The legal maneuvering comes in advance of a trial that lawyers say is expected to shine new light on the government's investigation of Hatfill and possibly on the overall anthrax probe itself. No one has been charged in the investigation of anthrax-tainted letters mailed to media and government offices.
Hatfill, a former researcher at the Army's infectious disease research laboratory at Fort Detrick in Frederick, has been trying to clear his name ever since then-Attorney General John D. Ashcroft publicly called him a "person of interest" in the investigation in 2002.
In the 2002 columns, Kristof criticized the FBI, saying it had failed to aggressively pursue a scientist he first identified as "Mr. Z." He wrote that the biodefense community had called Mr. Z a "likely culprit," partly because the scientist was familiar with anthrax.
Kristof later acknowledged that Hatfill was Mr.

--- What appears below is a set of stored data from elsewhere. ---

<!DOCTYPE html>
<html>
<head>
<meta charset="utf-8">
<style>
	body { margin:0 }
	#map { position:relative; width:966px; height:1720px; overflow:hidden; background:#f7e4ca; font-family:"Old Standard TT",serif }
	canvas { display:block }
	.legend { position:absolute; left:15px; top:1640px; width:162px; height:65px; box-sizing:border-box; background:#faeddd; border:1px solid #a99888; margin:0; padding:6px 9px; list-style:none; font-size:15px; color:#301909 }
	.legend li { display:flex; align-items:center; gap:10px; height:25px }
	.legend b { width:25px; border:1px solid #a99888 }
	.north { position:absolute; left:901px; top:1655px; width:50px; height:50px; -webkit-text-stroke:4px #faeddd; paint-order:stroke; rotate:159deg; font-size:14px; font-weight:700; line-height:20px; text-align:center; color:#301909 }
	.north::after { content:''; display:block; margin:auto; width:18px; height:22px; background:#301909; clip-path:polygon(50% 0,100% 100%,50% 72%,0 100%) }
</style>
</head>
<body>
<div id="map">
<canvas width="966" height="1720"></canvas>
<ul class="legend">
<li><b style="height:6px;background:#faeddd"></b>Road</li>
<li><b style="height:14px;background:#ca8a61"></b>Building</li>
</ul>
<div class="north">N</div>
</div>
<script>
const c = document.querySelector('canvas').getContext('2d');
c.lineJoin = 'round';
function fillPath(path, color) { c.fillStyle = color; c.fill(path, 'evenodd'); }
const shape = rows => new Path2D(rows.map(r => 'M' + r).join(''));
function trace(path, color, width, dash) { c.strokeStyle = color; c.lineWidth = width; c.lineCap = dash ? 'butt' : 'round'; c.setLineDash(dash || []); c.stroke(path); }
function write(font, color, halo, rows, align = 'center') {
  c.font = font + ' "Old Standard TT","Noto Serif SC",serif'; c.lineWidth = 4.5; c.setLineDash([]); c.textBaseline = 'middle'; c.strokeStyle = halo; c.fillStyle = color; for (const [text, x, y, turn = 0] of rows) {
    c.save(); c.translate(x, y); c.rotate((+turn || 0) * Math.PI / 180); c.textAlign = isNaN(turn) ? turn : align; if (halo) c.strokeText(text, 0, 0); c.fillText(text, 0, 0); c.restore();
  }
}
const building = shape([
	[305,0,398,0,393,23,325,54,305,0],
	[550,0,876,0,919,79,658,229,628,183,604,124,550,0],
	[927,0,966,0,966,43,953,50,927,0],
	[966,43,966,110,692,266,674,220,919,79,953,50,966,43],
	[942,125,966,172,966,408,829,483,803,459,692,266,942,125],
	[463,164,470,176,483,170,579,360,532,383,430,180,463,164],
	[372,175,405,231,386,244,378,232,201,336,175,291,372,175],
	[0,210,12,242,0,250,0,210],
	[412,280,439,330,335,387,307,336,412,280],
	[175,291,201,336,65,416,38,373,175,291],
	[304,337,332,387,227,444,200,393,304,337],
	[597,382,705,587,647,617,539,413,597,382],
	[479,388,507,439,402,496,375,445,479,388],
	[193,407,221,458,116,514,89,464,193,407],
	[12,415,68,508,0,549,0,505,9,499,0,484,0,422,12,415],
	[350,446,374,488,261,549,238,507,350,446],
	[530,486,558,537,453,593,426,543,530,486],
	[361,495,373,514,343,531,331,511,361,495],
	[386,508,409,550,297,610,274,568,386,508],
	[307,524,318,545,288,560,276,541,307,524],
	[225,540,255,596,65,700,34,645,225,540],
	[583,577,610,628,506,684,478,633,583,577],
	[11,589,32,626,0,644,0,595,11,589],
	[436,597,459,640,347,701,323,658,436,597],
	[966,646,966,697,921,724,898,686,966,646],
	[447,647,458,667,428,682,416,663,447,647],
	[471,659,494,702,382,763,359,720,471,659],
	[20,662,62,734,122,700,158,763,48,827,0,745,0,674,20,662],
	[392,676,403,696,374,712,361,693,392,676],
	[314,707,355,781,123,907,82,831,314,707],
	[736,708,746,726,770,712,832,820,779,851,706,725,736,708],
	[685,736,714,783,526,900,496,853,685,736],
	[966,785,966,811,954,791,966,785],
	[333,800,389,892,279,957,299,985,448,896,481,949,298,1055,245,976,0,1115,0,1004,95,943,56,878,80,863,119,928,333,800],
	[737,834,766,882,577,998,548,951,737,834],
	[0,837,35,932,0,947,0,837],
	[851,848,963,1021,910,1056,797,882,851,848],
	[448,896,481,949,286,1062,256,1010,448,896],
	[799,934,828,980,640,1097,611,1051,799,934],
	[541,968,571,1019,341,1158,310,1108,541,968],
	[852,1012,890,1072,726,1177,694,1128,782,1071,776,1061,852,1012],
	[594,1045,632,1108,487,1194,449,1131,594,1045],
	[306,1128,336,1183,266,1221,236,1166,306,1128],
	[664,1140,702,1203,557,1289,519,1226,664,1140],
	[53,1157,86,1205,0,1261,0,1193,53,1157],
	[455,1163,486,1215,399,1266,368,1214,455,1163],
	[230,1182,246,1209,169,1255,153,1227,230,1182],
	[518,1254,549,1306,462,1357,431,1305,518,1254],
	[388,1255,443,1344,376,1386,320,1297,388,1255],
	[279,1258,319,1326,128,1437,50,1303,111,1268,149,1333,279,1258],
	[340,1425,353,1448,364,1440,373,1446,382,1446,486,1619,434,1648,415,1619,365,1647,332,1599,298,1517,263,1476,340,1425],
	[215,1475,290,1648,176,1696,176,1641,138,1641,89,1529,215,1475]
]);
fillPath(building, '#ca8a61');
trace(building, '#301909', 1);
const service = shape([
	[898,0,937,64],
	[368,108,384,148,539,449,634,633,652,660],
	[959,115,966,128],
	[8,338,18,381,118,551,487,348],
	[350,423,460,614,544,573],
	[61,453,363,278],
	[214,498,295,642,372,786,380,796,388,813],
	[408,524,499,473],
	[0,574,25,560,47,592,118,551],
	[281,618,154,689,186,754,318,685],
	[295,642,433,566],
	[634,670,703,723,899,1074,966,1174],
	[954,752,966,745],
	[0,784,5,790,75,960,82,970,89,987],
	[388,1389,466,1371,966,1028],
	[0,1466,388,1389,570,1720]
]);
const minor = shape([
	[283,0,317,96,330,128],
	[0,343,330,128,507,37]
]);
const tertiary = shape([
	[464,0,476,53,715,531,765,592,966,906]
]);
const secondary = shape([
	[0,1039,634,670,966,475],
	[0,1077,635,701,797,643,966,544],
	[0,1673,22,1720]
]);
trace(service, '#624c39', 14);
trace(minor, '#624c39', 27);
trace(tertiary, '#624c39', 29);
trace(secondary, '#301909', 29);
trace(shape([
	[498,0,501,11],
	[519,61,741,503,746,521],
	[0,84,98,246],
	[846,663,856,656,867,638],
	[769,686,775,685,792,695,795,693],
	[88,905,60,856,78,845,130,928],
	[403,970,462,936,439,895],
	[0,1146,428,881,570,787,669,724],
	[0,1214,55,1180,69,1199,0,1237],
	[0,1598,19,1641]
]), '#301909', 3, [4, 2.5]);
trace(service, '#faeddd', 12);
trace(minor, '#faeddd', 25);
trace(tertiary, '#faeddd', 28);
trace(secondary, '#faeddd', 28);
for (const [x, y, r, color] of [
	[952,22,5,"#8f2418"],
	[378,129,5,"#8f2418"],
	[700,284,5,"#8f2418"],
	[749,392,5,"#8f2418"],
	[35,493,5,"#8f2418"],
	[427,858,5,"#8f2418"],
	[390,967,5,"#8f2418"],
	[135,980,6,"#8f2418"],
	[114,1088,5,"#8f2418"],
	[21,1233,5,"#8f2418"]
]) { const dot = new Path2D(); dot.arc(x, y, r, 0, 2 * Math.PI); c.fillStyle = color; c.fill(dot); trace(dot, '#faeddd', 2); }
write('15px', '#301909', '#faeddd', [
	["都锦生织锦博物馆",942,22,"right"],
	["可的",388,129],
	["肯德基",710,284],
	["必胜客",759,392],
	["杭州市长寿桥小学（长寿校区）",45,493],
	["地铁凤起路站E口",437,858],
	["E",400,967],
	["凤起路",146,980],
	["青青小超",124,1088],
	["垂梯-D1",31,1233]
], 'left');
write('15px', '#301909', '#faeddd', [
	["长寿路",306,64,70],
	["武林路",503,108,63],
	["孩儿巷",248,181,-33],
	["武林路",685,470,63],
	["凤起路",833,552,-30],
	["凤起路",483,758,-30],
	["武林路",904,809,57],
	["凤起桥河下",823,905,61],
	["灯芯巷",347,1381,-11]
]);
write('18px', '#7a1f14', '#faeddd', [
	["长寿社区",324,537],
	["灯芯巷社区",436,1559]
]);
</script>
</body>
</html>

Z. He also wrote that Hatfill deserved the "presumption of innocence."
Attorneys for the Times said yesterday that Kristof was only trying to focus attention on the failure to solve the case. "The larger issue in the columns was the nation's preparedness to handle biological attacks,'' Levine said.
Hatfill's attorneys contended that Kristof had deliberately fingered their client as the anthrax killer. "Dr. Hatfill was a purely private citizen, as innocent as anyone in this courtroom and as deserving of the protection of his reputation as anyone in this country,'' Grannis said.